As you may have seen, you'd then need to run:

python -m prodigy db-in ner_sample train.jsonl

You can also skip the .jsonl step and instead load the data into the Prodigy database. To do this, you'd do the same steps above but instead of writing to .jsonl you can load directly into the Prodigy database:

import spacy
from spacy.tokens import DocBin
from prodigy.components.db import connect
from prodigy import set_hashes

path_data = "train.spacy"

nlp = spacy.blank("en")

doc_bin = DocBin().from_disk(path_data)
examples = []
for doc in doc_bin.get_docs(nlp.vocab):
    spans = [{"start": ent.start_char, "end": ent.end_char, "label": ent.label_} for ent in doc.ents]
    examples.append({"text": doc.text, "spans": spans})

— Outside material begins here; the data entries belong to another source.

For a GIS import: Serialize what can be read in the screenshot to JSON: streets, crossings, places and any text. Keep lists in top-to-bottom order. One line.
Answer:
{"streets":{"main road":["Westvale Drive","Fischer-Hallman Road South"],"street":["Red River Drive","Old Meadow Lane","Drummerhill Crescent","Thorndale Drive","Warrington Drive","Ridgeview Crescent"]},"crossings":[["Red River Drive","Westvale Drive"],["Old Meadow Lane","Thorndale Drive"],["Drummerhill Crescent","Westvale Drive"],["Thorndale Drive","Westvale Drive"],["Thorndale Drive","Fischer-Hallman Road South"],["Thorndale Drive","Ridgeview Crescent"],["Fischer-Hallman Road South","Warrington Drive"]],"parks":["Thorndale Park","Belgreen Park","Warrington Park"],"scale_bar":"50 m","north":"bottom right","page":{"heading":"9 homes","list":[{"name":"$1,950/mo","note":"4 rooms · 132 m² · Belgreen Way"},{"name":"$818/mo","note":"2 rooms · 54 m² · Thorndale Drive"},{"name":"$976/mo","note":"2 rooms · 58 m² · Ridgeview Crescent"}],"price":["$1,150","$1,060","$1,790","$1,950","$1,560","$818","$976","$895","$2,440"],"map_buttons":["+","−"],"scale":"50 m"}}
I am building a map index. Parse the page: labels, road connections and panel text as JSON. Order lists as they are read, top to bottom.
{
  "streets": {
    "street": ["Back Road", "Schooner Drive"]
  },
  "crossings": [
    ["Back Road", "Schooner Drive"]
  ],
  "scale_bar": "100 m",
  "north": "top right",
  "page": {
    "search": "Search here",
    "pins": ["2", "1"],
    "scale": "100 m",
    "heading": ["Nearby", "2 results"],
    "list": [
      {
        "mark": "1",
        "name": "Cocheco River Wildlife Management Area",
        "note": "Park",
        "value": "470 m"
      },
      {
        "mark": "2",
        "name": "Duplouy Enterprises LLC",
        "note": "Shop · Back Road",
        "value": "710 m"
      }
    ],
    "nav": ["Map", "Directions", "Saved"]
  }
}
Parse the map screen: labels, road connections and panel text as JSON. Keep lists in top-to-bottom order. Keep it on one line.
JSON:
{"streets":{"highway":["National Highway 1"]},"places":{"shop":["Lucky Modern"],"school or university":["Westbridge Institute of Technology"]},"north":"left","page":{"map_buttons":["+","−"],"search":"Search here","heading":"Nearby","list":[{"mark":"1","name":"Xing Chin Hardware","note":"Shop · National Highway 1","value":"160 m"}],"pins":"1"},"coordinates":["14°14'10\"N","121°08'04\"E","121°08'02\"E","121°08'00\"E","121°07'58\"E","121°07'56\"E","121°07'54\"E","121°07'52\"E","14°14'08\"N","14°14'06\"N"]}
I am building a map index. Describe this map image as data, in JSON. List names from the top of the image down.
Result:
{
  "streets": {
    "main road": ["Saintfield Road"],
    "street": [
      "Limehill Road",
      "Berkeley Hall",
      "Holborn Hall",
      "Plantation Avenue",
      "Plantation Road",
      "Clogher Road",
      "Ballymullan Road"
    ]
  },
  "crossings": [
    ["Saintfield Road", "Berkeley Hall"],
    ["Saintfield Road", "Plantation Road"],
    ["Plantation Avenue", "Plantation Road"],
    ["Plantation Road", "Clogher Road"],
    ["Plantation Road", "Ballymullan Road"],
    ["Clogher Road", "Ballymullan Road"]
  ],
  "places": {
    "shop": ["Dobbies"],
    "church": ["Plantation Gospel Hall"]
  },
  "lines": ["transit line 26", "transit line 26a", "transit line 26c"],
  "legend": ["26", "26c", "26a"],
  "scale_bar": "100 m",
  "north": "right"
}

db = connect()                             # connect to the database
db.add_dataset("ner_sample")               # add dataset ner_sample
examples = (set_hashes(eg) for eg in examples) # add hashes; creates generator
db.add_examples(list(examples), ["ner_sample"])  # add examples to ner_sample; need list as was generator

That code does about the same to db-in but doesn't have some of the checks. Therefore, I would recommend just loading with db-in but that'll still show you how it's possible.

I'm curious - can you explain why you're doing this? Is it because of some old .spacy files you created before using Prodigy (and no you want to them to a Prodigy workflow)? So this is more of a one-time load? Or do you plan to do this an on-going basis?

The reason there isn't an off-the-shelf recipe that does the opposite of data-to-spacy is because it's generally thought that users would want to move data out of the Prodigy database when training, not the other way around. Thanks for your help!